Like Russell, he predicted that cold calling would linger in the industry to some degree. “There will always be talented salespeople who can garner new accounts via cold calling but it’s much tougher now,” he said.

But “I think that, going forward, there will be very few people who can build a business based upon strictly cold calling,” Elzweig said.

A Potential ‘Downside’

Just because cold calling has become increasingly less effective over the years, however, doesn’t mean that all firms are so quick to officially kill it off.

“I don’t think there’s a big push to stop cold calling at most firms,” according to Andy Tasnady, managing partner of Tasnady Associates. “The whole industry is 100% commission-based, so I don’t see most firms limiting cold calling formally at all.”

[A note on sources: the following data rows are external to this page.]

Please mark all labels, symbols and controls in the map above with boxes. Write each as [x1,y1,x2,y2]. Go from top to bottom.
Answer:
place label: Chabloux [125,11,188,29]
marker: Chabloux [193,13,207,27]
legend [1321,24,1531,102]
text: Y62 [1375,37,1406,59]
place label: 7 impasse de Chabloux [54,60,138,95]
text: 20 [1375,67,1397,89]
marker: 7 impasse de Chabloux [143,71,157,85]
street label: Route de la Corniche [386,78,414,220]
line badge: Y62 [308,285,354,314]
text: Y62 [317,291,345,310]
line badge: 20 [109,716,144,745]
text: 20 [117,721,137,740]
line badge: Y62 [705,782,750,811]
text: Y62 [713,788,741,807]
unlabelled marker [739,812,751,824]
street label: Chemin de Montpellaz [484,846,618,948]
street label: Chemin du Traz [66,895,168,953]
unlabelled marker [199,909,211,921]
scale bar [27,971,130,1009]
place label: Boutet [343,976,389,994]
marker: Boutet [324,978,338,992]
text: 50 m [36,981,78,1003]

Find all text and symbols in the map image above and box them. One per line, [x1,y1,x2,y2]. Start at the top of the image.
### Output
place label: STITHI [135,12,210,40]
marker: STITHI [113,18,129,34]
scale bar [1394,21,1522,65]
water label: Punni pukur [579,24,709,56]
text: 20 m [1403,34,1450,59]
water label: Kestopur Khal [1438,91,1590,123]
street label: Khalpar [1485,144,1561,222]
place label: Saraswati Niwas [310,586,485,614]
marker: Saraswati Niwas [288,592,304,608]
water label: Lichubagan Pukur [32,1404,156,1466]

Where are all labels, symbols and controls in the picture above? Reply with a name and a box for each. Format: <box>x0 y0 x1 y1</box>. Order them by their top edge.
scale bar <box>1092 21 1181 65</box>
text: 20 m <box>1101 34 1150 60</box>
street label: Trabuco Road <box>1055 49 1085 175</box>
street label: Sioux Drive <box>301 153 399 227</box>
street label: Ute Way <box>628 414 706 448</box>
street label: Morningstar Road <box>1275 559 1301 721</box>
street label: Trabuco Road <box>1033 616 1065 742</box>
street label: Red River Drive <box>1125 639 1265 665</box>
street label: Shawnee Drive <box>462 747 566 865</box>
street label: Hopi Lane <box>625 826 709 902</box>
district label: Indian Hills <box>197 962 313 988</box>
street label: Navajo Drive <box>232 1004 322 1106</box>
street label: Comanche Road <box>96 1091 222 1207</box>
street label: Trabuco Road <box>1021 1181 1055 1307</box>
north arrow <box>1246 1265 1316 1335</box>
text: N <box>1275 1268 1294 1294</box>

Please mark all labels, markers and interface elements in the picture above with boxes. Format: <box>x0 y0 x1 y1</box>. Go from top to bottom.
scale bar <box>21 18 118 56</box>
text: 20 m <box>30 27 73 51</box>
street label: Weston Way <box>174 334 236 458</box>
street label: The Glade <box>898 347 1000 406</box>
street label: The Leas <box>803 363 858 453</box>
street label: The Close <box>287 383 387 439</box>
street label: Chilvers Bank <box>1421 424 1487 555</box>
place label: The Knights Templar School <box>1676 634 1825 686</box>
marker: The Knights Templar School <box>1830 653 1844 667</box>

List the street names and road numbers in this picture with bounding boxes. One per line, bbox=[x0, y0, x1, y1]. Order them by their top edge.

Merrill is, meanwhile, “somewhat unique” because it has a “large formal training program, [whereas] most firms don’t have any training program or, if they do, it’s very ad hoc [and] not centrally managed,” he explained.

Merrill is also unique because it has a large bank associated with it so it can “afford to tap that as a source for referrals, so that’s their strategic advantage and its strategic focus,” he said.

For Merrill, the elimination of cold calls is “yet another step in their development of just trying to become more professional and more focused on leveraging” the BofA relationship, he said.

Like Elzweig, Tasnady noted that Merrill is also heavily reliant on advisor teams, calling that an “easier path for new trainees to become successful.”

Merrill has also “been a leader in many types of evolutions historically for a very long time,” including its emphasis on teams, fee-based relationships with clients being more important than trading, phone-based service centers and more, he added.

It is a big enough firm to test different approaches and, “if it doesn’t work for some reason, maybe they will reconsider,” he said. “But my guess is, given the size and the work they’ve done to improve the referral flow between Bank of America and Merrill, they probably feel comfortable that this is not going to impact their ability to make their advisor trainees successful.”

There is a risk, however, for new advisors and brokers. “The downside is being successful at cold calling, I think, can be a very effective training process for salespeople,” according to Tasnady.

But his prediction is that, “as more and more people do shift to more effective forms of contacting,” cold calling will continue to fade away.